A Ramshackle Modernity – That’s the name of the NY Times book review on the newly released English translation of Ahmet Hamdi Tanpinar’s The Time Regulation Institute. I was surprised to see my Turkish Studies friends sharing this article on their Facebook newsfeeds – it seemed almost too good to be true. As I graduate student at Sabanci University, I had searched for the original English translation of Tanpinar’s Time Regulation Institute long and hard. From what I could tell, there had been an earlier translation but it hadn’t been widely circulated and most people that I talked to didn’t know it even existed. Imagine my surprise when I found out through a simple web search that it was no other than a Madison-based press (Turko-Tatar press) run by a UW-Madison professor that had put the translation out. What an irony I thought. It had been right under my nose for four years and I hadn’t had the slightest clue of its existence. Imagine my horror when I realized that the Turko-Tatar’s website hadn’t been updated since 2007, and the likeliness of every obtaining a copy seemed to fade, especially now that I was in Istanbul and living on a student’s stipend. I decided to settle for Tanpinar’s better known novel, Huzur, and ordered up a copy of it’s English translation, A Mind at Peace, from one of the large Turkish booksellers. They delivered it to my door one summer in Bursa, but that summer was unbearably hot, and I couldn’t find a cool place to sit and enjoy the novel, a novel that required quite a bit from its reader. Sadly, I set aside the book in exchange for a lighter, easier summer read. I thought my ties with Tanpinar’s work had been severed.
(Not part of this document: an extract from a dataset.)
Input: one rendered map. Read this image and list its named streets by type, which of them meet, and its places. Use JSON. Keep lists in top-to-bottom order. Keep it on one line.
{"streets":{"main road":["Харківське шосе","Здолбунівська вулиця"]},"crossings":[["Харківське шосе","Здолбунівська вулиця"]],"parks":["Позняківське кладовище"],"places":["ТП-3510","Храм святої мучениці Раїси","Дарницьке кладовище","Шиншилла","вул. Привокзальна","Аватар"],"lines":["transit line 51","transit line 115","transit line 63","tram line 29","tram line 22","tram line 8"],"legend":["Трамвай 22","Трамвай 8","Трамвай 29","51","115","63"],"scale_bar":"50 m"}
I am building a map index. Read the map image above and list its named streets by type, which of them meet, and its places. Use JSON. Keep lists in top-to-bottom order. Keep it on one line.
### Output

By the time I graduated and returned to the US, the quest for an English copy of Tanpinar’s Time Regulation Institute was a distant memory. I tucked my copy of A Mind at Peace away in my antique traveling chest, and felt a slight pang of guilt everytime it caught my eye. After all, I had given up about 3/4 the way through – rarely, do I leave a book unfinished.  I would have altogether forgotten about the other, more desired book, The Time Regulation Institute, had it not been for the recent review in the NY Times. Blindsided by the review, memories came tumbling back. I told anyone and everyone about the article and the new translation. Surprisingly, some of my Turkish friends hadn’t ever heard of the book. Most knew Tanpinar but had no idea any of his books had been translated into English. Luckily, the book’s translation had Maureen Freely’s name on it, and I knew I was in for a treat. I downloaded the book the day it was released… and now.. I am just waiting for the right time to start the first page. This one deserves the perfect timing. I’ve been waiting for almost 4 years, and I’ll wait a few more days.
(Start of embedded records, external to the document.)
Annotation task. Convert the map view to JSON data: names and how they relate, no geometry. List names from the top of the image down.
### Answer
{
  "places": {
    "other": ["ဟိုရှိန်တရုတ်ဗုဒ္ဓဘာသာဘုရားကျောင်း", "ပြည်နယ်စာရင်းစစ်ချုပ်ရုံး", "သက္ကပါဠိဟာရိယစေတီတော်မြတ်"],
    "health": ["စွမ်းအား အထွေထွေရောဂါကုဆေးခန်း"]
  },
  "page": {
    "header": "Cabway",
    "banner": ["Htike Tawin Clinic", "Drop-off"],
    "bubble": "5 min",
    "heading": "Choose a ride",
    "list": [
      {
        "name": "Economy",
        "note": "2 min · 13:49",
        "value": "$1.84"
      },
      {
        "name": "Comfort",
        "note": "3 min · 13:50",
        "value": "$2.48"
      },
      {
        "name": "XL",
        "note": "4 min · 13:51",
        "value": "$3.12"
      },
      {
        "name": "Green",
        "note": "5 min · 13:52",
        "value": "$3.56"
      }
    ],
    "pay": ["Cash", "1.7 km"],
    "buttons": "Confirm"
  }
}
Fun Fact: Kalem Agency, the company where my roommate, Nazli, works supplied the photo for the NY Times article!tanpinar

An Introduction of Sorts

My first trip to Turkey (Bursa) circa 2009 seemed to be the perfect time to try my hand at blogging. I set up a no-frills Blogger account, and I wrote about my first impressions. Of course, these were the standard impressions of any American finding herself in a foreign country, in a city of the beaten track (or at least, tourist track). The winks too many, the western style toilets too few, and the magical Turkish baths a welcome respite from the dirt (and second-hand smoke) of a growing metropolis. Looking back on these first observations I squirm at the absolute naiveté of it all. Thankfully, only a few friends and family members were privy to my first foray into the world of blogging.
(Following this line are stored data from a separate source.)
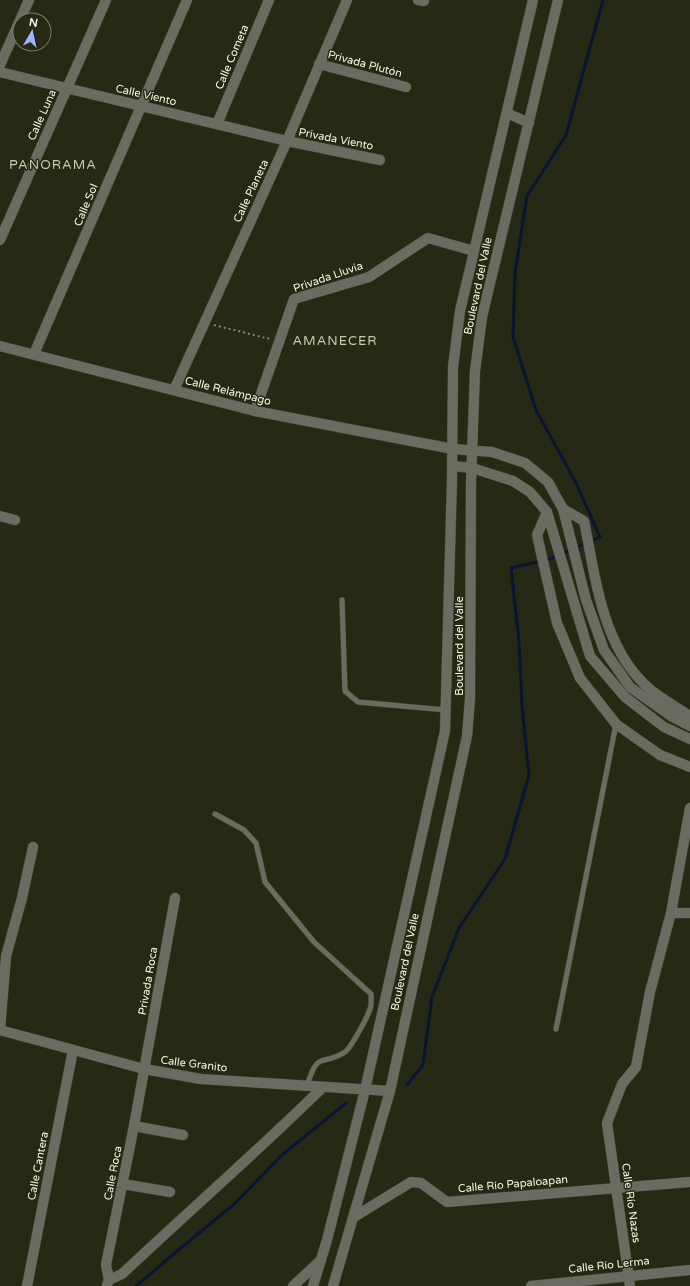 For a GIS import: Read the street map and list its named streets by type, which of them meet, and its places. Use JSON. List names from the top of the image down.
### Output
{
  "streets": {
    "street": [
      "Calle Cometa",
      "Privada Plutón",
      "Calle Viento",
      "Calle Luna",
      "Privada Viento",
      "Calle Planeta",
      "Calle Sol",
      "Privada Lluvia",
      "Boulevard del Valle",
      "Calle Relámpago",
      "Privada Roca",
      "Calle Granito",
      "Calle Cantera",
      "Calle Roca",
      "Calle Río Papaloapan",
      "Calle Río Nazas",
      "Calle Río Lerma"
    ]
  },
  "crossings": [
    ["Calle Cometa", "Calle Viento"],
    ["Privada Plutón", "Calle Planeta"],
    ["Calle Viento", "Calle Luna"],
    ["Calle Viento", "Privada Viento"],
    ["Calle Viento", "Calle Planeta"],
    ["Calle Viento", "Calle Sol"],
    ["Privada Viento", "Calle Planeta"],
    ["Calle Planeta", "Calle Relámpago"],
    ["Calle Sol", "Calle Relámpago"],
    ["Privada Lluvia", "Boulevard del Valle"],
    ["Privada Lluvia", "Calle Relámpago"],
    ["Boulevard del Valle", "Calle Relámpago"],
    ["Boulevard del Valle", "Calle Granito"],
    ["Boulevard del Valle", "Calle Río Papaloapan"],
    ["Privada Roca", "Calle Granito"],
    ["Privada Roca", "Calle Roca"],
    ["Calle Granito", "Calle Cantera"],
    ["Calle Granito", "Calle Roca"],
    ["Calle Río Papaloapan", "Calle Río Nazas"],
    ["Calle Río Nazas", "Calle Río Lerma"]
  ],
  "districts": ["PANORAMA", "AMANECER"],
  "north": "top"
}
I was reluctant to continue blogging during my graduate studies at Sabanci University. Short on time and hardly enough energy to make it through Professor Berktay’s assigned readings, I couldn’t fathom keeping up a blog. Extra time was spent taking cat naps in the library, tea breaks in one’s office, and prolonging the weekend breakfast at the yemekhane (cafeteria). Writing was for analyzing gender in the early Turkish education system and minority rights in the modern Turkish Republic, not for leisurely blogging. I envied my classmates who found the time to post a few snippets of their life in Istanbul. Surely their friends and family back home were more than appreciative.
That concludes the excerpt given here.